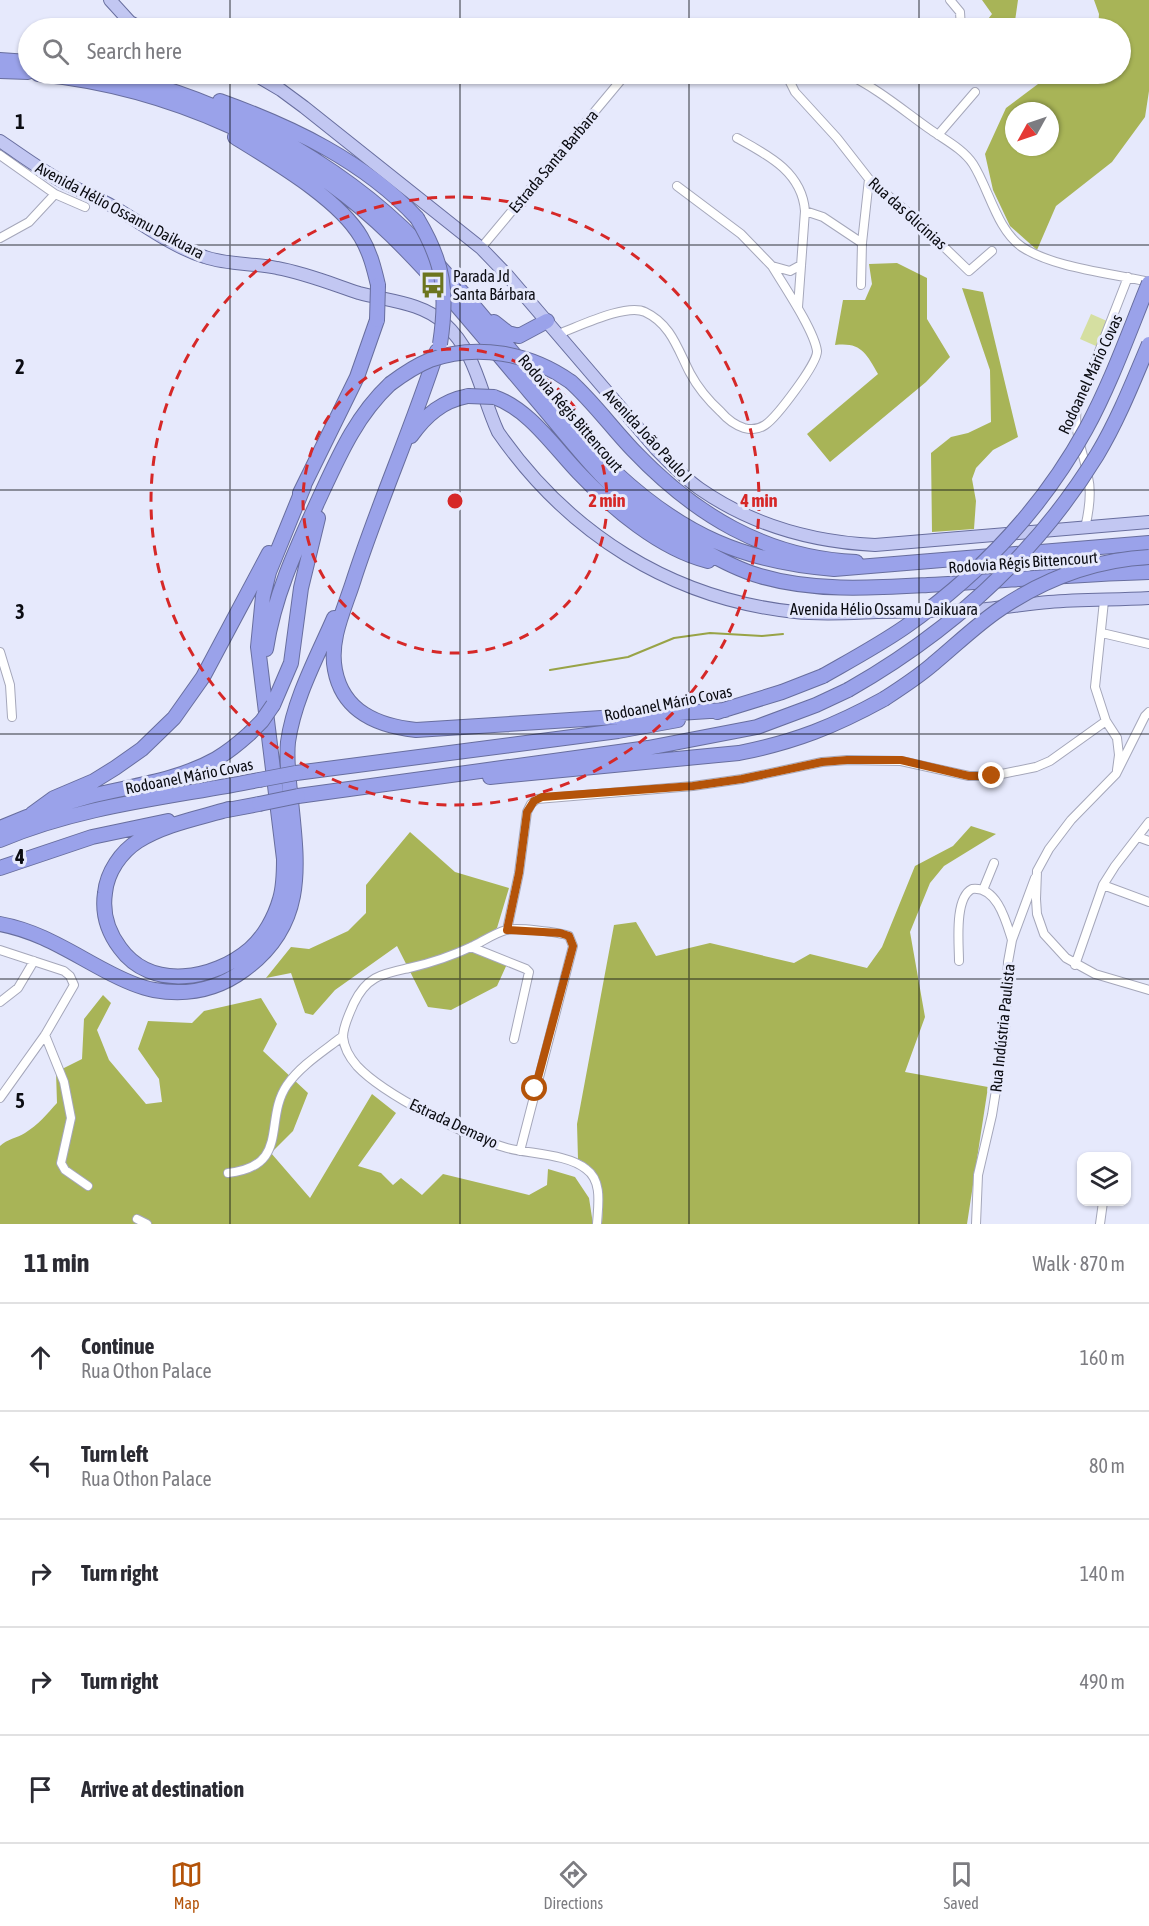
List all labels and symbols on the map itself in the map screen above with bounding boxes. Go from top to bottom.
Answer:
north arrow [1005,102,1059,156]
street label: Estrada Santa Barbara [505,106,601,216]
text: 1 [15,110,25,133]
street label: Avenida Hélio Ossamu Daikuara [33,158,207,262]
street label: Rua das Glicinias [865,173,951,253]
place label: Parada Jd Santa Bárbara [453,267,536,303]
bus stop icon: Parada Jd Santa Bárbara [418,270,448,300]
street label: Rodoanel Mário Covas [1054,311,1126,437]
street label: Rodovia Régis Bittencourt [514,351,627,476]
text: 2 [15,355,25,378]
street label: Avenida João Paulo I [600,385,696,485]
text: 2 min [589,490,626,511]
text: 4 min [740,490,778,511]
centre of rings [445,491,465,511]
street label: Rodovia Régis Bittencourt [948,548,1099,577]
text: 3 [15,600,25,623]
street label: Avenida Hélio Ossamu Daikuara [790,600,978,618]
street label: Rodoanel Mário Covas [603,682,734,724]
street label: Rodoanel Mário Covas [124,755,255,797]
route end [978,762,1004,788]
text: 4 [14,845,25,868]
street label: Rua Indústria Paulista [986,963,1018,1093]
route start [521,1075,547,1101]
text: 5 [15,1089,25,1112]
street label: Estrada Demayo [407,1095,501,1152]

(Instructions for the task):
Leaving out the images, repeat the listing above exactly.

(Solution):
List all labels and symbols on the map itself in the map screen above with bounding boxes. Go from top to bottom.
Answer:
north arrow [1005,102,1059,156]
street label: Estrada Santa Barbara [505,106,601,216]
text: 1 [15,110,25,133]
street label: Avenida Hélio Ossamu Daikuara [33,158,207,262]
street label: Rua das Glicinias [865,173,951,253]
place label: Parada Jd Santa Bárbara [453,267,536,303]
bus stop icon: Parada Jd Santa Bárbara [418,270,448,300]
street label: Rodoanel Mário Covas [1054,311,1126,437]
street label: Rodovia Régis Bittencourt [514,351,627,476]
text: 2 [15,355,25,378]
street label: Avenida João Paulo I [600,385,696,485]
text: 2 min [589,490,626,511]
text: 4 min [740,490,778,511]
centre of rings [445,491,465,511]
street label: Rodovia Régis Bittencourt [948,548,1099,577]
text: 3 [15,600,25,623]
street label: Avenida Hélio Ossamu Daikuara [790,600,978,618]
street label: Rodoanel Mário Covas [603,682,734,724]
street label: Rodoanel Mário Covas [124,755,255,797]
route end [978,762,1004,788]
text: 4 [14,845,25,868]
street label: Rua Indústria Paulista [986,963,1018,1093]
route start [521,1075,547,1101]
text: 5 [15,1089,25,1112]
street label: Estrada Demayo [407,1095,501,1152]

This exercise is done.